Tuti… Remedying the wrongs of yesteryears
There is no better way to encapsulate duplicity than to use the words of Warren Wendel Wiersbe, an American writer and cleric, who said, ‘truth without love is brutality and love without truth is hypocrisy.” No matter where and how hypocrisy manifests itself, its aim is usually evil. It kills those that embrace it.
Word Productions’ presentation of Tuti tellingly bears out the truism. It opens with Tuti’s father (Michael Adekunle), a lawyer, soliloquising and reminiscing on his youthful adventures, and falls down as a result of asthmatic attack. Just as he struggles between life and death, the daughter enters and helps with his inhaler.
When Tuti’s father recovers, rather than thank his daughter, he blames her for not allowing him to pass on to join his late wife. He desires to forget the pains and shame that have befallen him and his family.
Tuti (Alice Uloko) then confronts her father in strong words on how he killed her mother through his licentious and devil-may-care attitude. She blames him for making her (Tuti, a Senior Advocate of Nigeria, SAN) to develop thick skin for men, an attitude that makes her treat and regard her husband a little above a house help.
While the argument lasts, Tuti’s father reveals to his daughter that he had made a vow to God, that he has not been able pay for years. He reveals to her how he stole church money in the past to lead a flamboyant lifestyle and maintain the woman of his life.

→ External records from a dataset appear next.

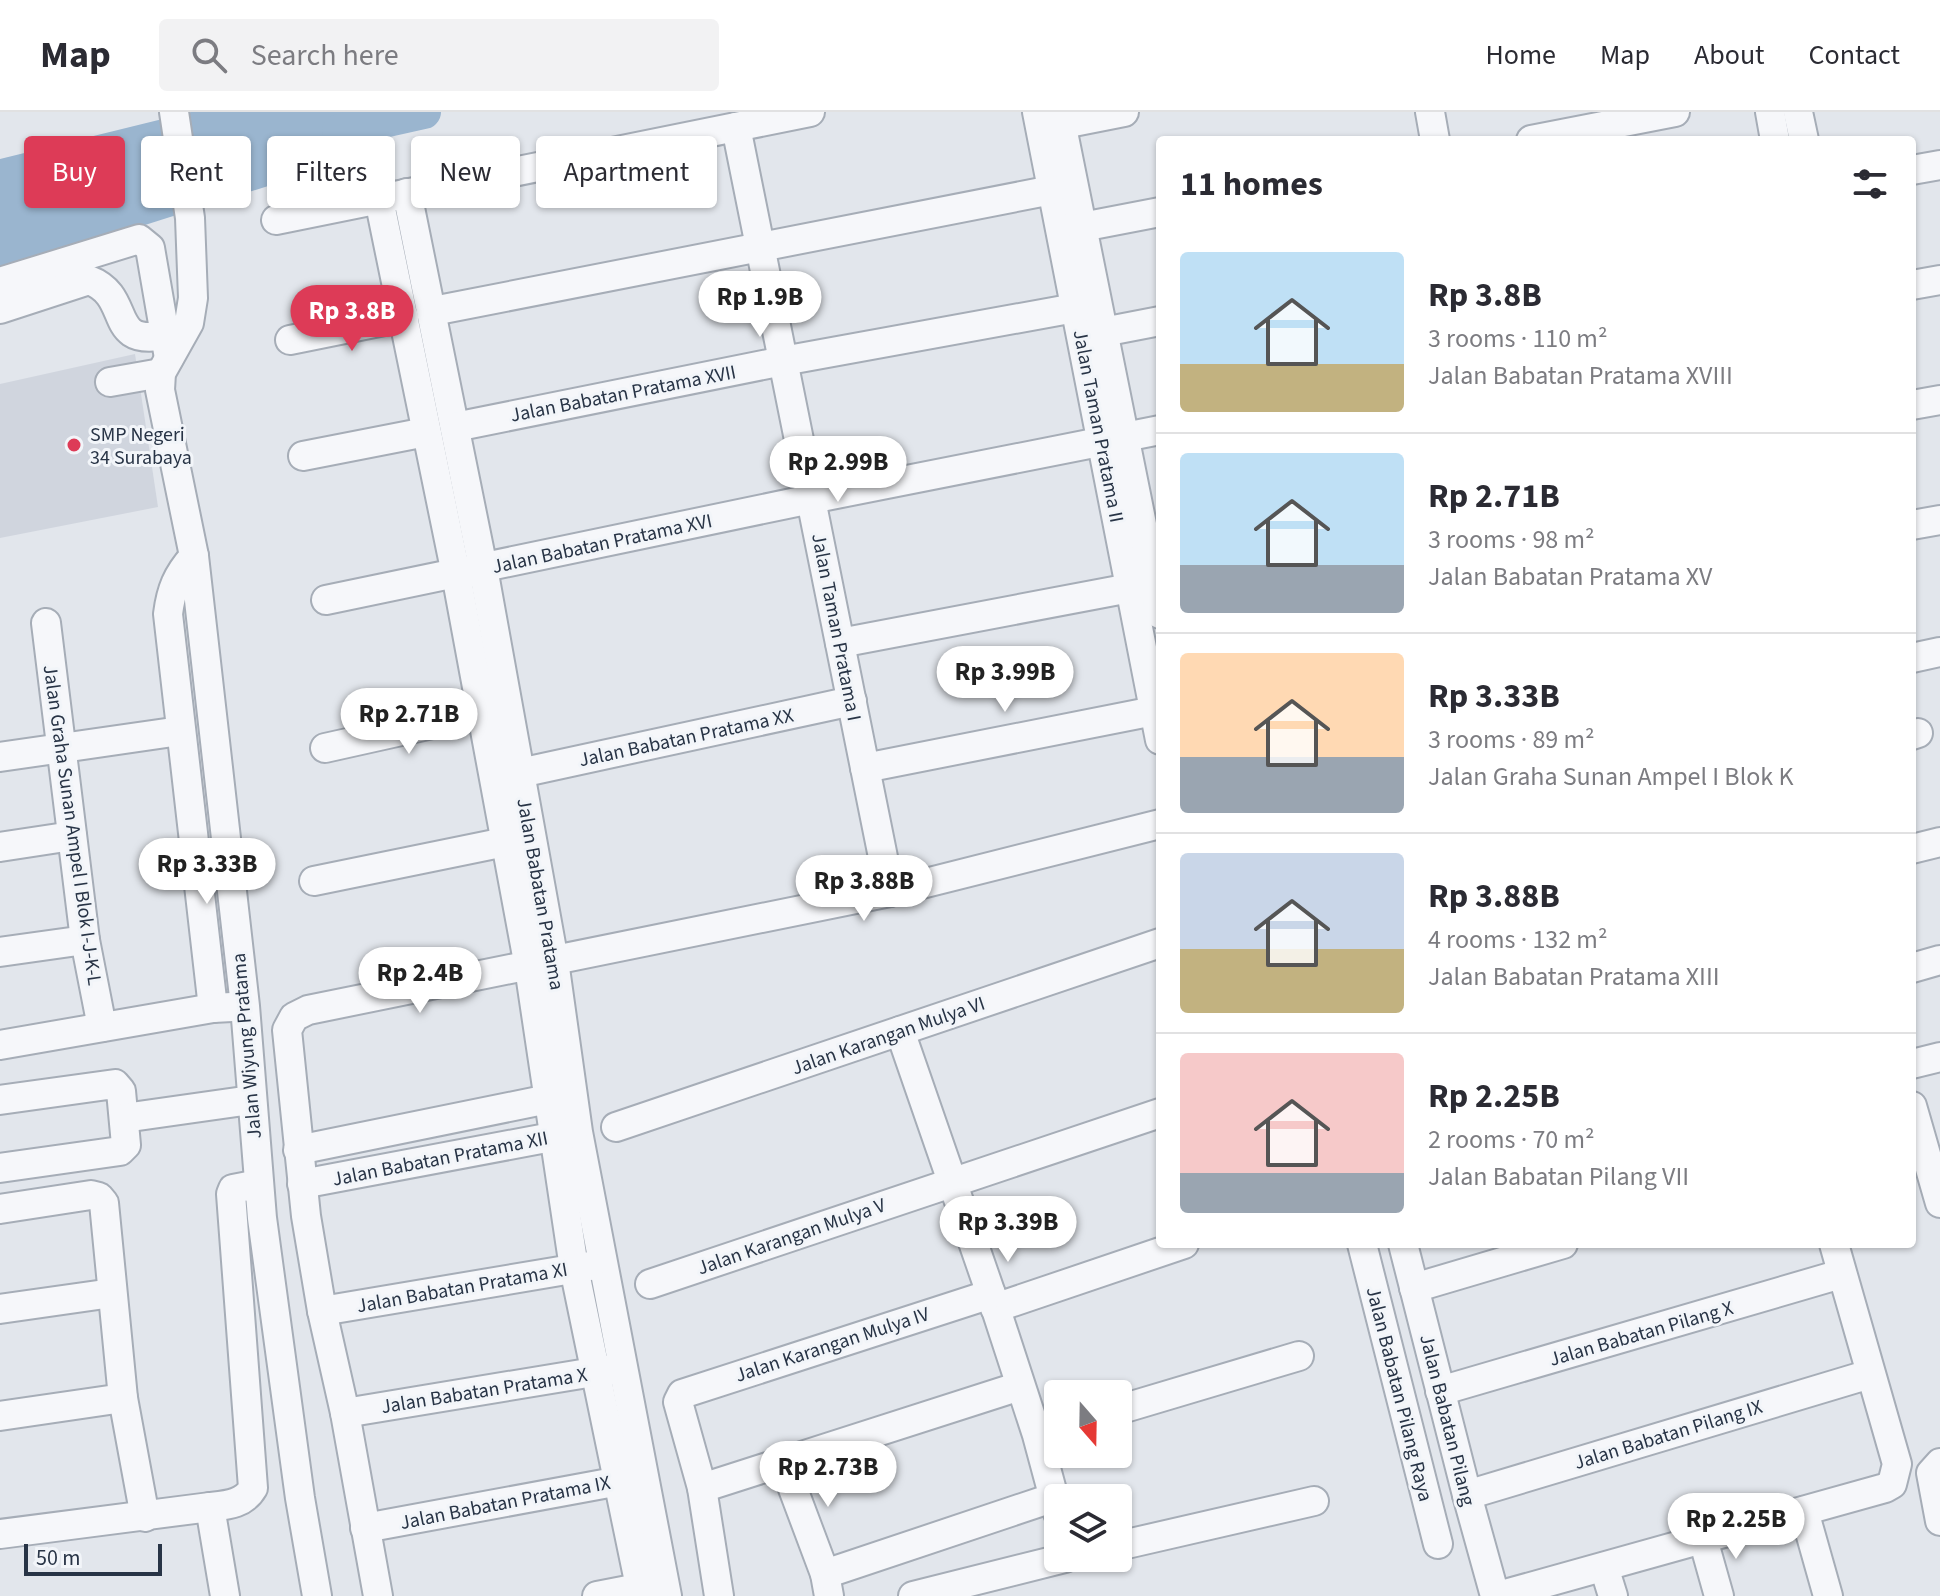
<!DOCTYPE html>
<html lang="en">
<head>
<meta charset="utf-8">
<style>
  body { margin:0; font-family:"Source Sans 3",sans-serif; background:#f2f2f3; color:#2b2b33; height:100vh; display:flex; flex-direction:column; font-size:30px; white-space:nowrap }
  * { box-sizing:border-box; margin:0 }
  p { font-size:26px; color:#7c7c81 }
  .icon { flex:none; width:44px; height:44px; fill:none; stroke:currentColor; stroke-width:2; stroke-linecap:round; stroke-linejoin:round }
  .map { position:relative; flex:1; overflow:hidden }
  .details { position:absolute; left:1156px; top:24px; width:760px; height:1112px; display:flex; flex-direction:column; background:#fff; border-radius:8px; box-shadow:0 2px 6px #0004 }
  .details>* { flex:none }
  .banner { position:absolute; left:24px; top:24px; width:760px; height:72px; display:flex; gap:16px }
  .needle { width:52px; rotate:160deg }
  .fabs { position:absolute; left:1044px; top:1268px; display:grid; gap:16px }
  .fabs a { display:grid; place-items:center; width:88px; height:88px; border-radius:8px; background:#fff; box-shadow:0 2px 6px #0004; font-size:40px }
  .scale { position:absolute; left:24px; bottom:20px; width:138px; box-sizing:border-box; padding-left:8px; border:4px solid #283446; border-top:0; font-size:22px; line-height:28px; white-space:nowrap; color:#283446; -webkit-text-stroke:6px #f2f5f9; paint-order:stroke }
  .price { position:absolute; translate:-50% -68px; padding:0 18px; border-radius:28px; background:#fff; color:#222; font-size:26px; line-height:52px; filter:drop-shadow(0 2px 4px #0008) }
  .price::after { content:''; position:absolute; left:50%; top:48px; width:24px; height:18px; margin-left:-12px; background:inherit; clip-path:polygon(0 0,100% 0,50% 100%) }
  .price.current { background:#dd3b57; color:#fff }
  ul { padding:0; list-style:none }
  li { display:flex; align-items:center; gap:24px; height:200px; padding:0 24px }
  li+li { border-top:2px solid #e1e1e2 }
  li span { display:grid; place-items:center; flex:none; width:224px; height:160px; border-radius:8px; color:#555 }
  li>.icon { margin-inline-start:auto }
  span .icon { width:96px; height:96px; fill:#fffc; stroke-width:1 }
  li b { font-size:34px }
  h2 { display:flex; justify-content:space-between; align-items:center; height:96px; padding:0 24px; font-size:34px }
  .tag { padding:0 28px; border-radius:8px; background:#fff; box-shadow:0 2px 6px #0004; font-size:28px; line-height:72px }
  .tag.current { background:#dd3b57; color:#fff }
  header { display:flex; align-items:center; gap:48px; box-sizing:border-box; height:112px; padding:0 40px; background:#fff; border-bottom:2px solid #e1e1e2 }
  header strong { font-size:38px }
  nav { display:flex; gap:44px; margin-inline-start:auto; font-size:28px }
  .search { width:560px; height:72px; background:#f2f2f3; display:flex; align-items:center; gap:20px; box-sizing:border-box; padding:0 28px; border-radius:8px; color:#7c7c81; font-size:30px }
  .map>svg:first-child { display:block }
  .built { fill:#d0d5de }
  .water { fill:#9ab5cf }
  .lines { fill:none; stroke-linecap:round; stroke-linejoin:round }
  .river { stroke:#9ab5cf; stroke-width:34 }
  .minor-casing { stroke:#a6adb7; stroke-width:32 }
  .minor { stroke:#f6f7fa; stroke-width:28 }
  .poi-dot { fill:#dd3b57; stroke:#f2f5f9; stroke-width:3 }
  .labels { text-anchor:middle; stroke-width:6; stroke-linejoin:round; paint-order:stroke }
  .street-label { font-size:20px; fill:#283446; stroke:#f2f5f9 }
  .poi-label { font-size:20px; fill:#283446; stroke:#f2f5f9; text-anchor:start }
</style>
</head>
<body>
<header>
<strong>Map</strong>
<div class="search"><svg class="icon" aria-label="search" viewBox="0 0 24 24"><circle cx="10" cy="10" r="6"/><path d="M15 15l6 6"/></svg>Search here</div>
<nav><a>Home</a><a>Map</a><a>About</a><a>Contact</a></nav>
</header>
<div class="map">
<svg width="1940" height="1484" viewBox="0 0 1940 1484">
  <rect width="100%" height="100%" fill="#e2e6ec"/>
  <path class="built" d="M 135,242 L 158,395 L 0,426 L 0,272 Z"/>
  <path class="water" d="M 191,0 L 383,0 L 388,36 L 0,159 L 0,47 Z"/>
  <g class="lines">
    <path class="river" d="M 339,19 L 424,0"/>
    <defs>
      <g id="minor">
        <path d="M 174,0 L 190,106 L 193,186 L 189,211 L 161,261 L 160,278 L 194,444 L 245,894 L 262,1106 L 300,1386 L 317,1484"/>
        <path d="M 1037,0 L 1160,628"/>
        <path d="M 1059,0 L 1160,502"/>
        <path d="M 1430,0 L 1435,28"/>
        <path d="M 1770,0 L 1775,28"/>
        <path d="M 1798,0 L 1804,28"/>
        <path d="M 736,15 L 890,780"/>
        <path d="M 1043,16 L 1124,0"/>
        <path d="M 1531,28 L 1675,0"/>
        <path d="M 1912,58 L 1940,53"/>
        <path d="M 407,81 L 483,456 L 554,849 L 578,1020 L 667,1484"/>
        <path d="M 379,87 L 456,462 L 529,855 L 574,1156 L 642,1484"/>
        <path d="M 276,108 L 810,0"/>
        <path d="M 1082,115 L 1160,100"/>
        <path d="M 0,170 L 139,127 L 150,136 L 169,246"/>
        <path d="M 1912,173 L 1940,168"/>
        <path d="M 0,197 L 89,168 C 134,185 105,235 165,223"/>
        <path d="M 433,199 L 1052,78"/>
        <path d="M 1103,220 L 1160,209"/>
        <path d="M 290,228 L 404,205"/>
        <path d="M 110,270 L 161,261"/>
        <path d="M 1912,293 L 1940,288"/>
        <path d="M 455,315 L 783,249 L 1075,196"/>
        <path d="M 303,344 L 426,320"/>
        <path d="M 1912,413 L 1940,408"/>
        <path d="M 194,444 C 177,463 171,478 168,502 L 213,896"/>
        <path d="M 326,488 L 811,387 L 1160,318"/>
        <path d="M 46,511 L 85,828 L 102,915"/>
        <path d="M 840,531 L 1130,476"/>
        <path d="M 1912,546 L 1940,540"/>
        <path d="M 1912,623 L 1918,621"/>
        <path d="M 325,636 L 482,601"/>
        <path d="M 0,645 L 180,619"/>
        <path d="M 865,656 L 1154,599"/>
        <path d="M 520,661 L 852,589"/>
        <path d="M 0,735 L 72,724"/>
        <path d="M 1912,737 L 1940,730"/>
        <path d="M 314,769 L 505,730"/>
        <path d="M 0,840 L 85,828"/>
        <path d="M 1912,856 L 1940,848"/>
        <path d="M 900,919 L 991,1182 L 1037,1323 L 1058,1401"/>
        <path d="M 0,933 L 213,896 L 232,895"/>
        <path d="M 1912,952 L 1940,945"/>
        <path d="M 0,988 L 115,972 L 121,979 L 126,1033 L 120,1039 L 0,1056"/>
        <path d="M 1912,994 L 1940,1091"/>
        <path d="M 124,1006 L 251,988"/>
        <path d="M 616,1015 L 1160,831"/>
        <path d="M 298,1038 L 568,983"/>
        <path d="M 302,1072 L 573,1021"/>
        <path d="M 0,1097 L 91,1083 L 99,1085 L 104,1091 L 123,1286 L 145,1405"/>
        <path d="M 1362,1132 L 1438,1432"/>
        <path d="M 1403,1132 L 1467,1383 L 1495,1484"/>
        <path d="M 650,1172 L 1160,1001"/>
        <path d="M 1414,1176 L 1563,1132"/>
        <path d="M 995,1196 L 1184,1132"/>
        <path d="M 0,1197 L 112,1181"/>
        <path d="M 322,1199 L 590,1154"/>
        <path d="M 1440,1279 L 1841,1162"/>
        <path d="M 1118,1298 L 1299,1244"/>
        <path d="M 345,1301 L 612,1257"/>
        <path d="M 0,1304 L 123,1286"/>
        <path d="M 783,1350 L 825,1462 L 829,1484"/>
        <path d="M 1940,1351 L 1931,1361 L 1940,1409"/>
        <path d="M 702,1376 L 1020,1274"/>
        <path d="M 1467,1383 L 1870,1262"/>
        <path d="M 210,1395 L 225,1484"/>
        <path d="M 1804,1399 L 1828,1484"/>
        <path d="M 365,1416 L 636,1366"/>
        <path d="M 0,1422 L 210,1395 C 227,1393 244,1392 253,1376 L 231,1082 L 233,1077 L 259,1072"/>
        <path d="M 1703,1427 L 1719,1484"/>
        <path d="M 1118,1434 L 1314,1389"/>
        <path d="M 1604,1455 L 1613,1484"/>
        <path d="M 825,1462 L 1055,1385"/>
        <path d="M 378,1484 L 345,1301 L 322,1199 L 306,1104 L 287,918 L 294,905 L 308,898 L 890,780 L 1160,712"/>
        <path d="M 597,1484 L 659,1472"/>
        <path d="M 719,1484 L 702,1376 L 678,1290 L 682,1282 L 991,1182"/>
        <path d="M 913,1484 L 1065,1446"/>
        <path d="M 1498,1484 L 1885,1376 L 1892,1372 L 1897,1352 L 1834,1132"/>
      </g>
    </defs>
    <use href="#minor" class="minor-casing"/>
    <use href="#minor" class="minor"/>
  </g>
  <circle class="poi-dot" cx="74" cy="333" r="8"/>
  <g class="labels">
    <g class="street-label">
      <text transform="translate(623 281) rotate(-11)" y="7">Jalan Babatan Pratama XVII</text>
      <text transform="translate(1099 314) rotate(79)" y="7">Jalan Taman Pratama II</text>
      <text transform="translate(602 431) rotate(-12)" y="7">Jalan Babatan Pratama XVI</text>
      <text transform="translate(837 515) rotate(79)" y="7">Jalan Taman Pratama I</text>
      <text transform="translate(686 625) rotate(-12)" y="7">Jalan Babatan Pratama XX</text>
      <text transform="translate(73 713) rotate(82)" y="7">Jalan Graha Sunan Ampel I Blok I-J-K-L</text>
      <text transform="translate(541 782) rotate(80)" y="7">Jalan Babatan Pratama</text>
      <text transform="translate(888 923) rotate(-19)" y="7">Jalan Karangan Mulya VI</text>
      <text transform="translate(246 934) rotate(-95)" y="7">Jalan Wiyung Pratama</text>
      <text transform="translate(440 1046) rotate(-11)" y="7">Jalan Babatan Pratama XII</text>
      <text transform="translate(791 1124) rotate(-19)" y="7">Jalan Karangan Mulya V</text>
      <text transform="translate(462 1175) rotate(-10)" y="7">Jalan Babatan Pratama XI</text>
      <text transform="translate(1641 1221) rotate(-16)" y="7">Jalan Babatan Pilang X</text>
      <text transform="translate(832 1232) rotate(-18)" y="7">Jalan Karangan Mulya IV</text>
      <text transform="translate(484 1278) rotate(-9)" y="7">Jalan Babatan Pratama X</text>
      <text transform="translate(1400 1282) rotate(76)" y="7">Jalan Babatan Pilang Raya</text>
      <text transform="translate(1448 1308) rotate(76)" y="7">Jalan Babatan Pilang</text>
      <text transform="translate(1668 1322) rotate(-17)" y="7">Jalan Babatan Pilang IX</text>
      <text transform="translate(505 1390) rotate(-11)" y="7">Jalan Babatan Pratama IX</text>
    </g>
    <g class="poi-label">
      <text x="90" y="329">SMP Negeri<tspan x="90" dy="23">34 Surabaya</tspan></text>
    </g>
  </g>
</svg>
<div class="fabs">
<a><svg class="needle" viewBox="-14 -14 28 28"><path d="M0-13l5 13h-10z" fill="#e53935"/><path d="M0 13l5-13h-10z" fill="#7c7c81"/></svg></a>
<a><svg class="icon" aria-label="layers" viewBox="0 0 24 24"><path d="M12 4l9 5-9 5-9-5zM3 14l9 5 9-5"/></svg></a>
</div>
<div class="scale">50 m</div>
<b class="price" style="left:760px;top:227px">Rp 1.9B</b>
<b class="price current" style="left:352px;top:241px">Rp 3.8B</b>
<b class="price" style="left:838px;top:392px">Rp 2.99B</b>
<b class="price" style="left:1005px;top:602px">Rp 3.99B</b>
<b class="price" style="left:409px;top:644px">Rp 2.71B</b>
<b class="price" style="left:207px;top:794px">Rp 3.33B</b>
<b class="price" style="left:864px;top:811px">Rp 3.88B</b>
<b class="price" style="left:420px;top:903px">Rp 2.4B</b>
<b class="price" style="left:1008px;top:1152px">Rp 3.39B</b>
<b class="price" style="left:828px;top:1397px">Rp 2.73B</b>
<b class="price" style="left:1736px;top:1449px">Rp 2.25B</b>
<div class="banner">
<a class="tag current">Buy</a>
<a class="tag">Rent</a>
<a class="tag">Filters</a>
<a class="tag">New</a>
<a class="tag">Apartment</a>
</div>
<section class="details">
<h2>11 homes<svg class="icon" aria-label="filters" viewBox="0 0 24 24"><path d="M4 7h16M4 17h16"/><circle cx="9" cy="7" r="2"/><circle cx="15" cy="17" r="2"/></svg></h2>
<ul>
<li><span style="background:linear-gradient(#bfe0f5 70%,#c2b280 0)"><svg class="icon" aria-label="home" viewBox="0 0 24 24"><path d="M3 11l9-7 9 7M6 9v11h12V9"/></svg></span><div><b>Rp 3.8B</b><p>3 rooms · 110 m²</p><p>Jalan Babatan Pratama XVIII</p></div></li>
<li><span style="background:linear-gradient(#bfe0f5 70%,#9aa5b1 0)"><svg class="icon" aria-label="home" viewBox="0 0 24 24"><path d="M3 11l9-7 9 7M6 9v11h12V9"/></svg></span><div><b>Rp 2.71B</b><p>3 rooms · 98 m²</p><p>Jalan Babatan Pratama XV</p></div></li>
<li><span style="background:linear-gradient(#ffd9b3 65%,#9aa5b1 0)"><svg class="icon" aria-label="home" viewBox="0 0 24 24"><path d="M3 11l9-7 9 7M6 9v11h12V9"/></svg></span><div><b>Rp 3.33B</b><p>3 rooms · 89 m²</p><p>Jalan Graha Sunan Ampel I Blok K</p></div></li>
<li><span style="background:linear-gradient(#c9d6e8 60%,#c2b280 0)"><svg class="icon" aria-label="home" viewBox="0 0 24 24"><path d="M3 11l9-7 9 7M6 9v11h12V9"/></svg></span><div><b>Rp 3.88B</b><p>4 rooms · 132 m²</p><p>Jalan Babatan Pratama XIII</p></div></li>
<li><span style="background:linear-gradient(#f6c9c9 75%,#9aa5b1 0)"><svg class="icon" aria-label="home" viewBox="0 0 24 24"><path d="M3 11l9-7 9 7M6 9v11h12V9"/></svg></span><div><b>Rp 2.25B</b><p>2 rooms · 70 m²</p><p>Jalan Babatan Pilang VII</p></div></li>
</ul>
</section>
</div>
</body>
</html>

Tuti recalls how the mother complained of not being loved, and died suffering from the shame brought by her father, who, as church treasurer, converted part of the church’s money for personal use. Infuriated, Tuti slaps her father. She compels him to tell her who the woman was. But just then, the sickly man begins another story within a story.
As fate would have it, he explains how he stole the money to fund Tuti’s education and her lavish lifestyle abroad. When she realises that she was that woman the father was doing everything to please, Tuti regrets hitting her father and blames her mother instead for being naïve despite her high education – a doctoral degree.
To make amends for her behaviour and so her father would not continue to bear the burden of guilt and shame, Tuti, now a wealthy and popular lawyer, pays off the debt her father owes the church. Gladdened that the trying period is over, Tuti’s father strolls out of the house only to be knocked down by a hit-and-run-driver.
Tuti is a window into the rotten underbelly of the church, and unfolds the saying that the nearer a carnal man appears to be to the church, the farther he is from God. The play highlights the politics, intrigues, greed, unhealthy rivalry, hypocrisy and thievery going on the church. Like every father, Tuti’s father’s actions are borne out of the love he has for his family, as he never wanted his only daughter and child to feel like a dark horse among her mates and before his contemporaries.
Written by Ahmed Yerima, the play deals on topical issues and was presented in a form easy to relate with. The director uses commonplace street vibes, songs and dance to drive it home.
However, in spite of it being well-crafted, the director, in interpreting the story, seems to have forgotten that he was presenting it in a live theatre. He prolonged the songs and dance unnecessarily and stretched the play to two hours. Although interesting and revealing, he needed to be mindful of the audience’s patience, as they may think twice before attending his next show.
Though Uloko and Adekun (Tuti and her father) showed mastery in their performances by making their emotions felt by the audience, they, however, over-dramatise their roles and it further added to the length of time. The director ought to have been conscious of time and avoid being repetitive.
Also, the scene with Tuti shouting back at her father and going to the tabooed extent of slapping him because he had affairs with another woman means that the play was not written for an African audience for which polygamy is part of the accepted lifestyle. Other quaint aspects of the play include the wife asking her husband to babysit the children, while she is away; a daughter drinking and smoking with the father as well dancing tango with him. The play shows a sharp contrast to the African culture and a departure from the Christian norm on which it is foregrounded. True, it reveals some of the decadence of society, it does not really tell the African story.
Nevertheless, it is good to note that Tuti’s father, despite being knocked down by a hit-and-run driver, dies confessing his past wrongs and gives his daughter the privilege to understand why he did what he did – all for her sake!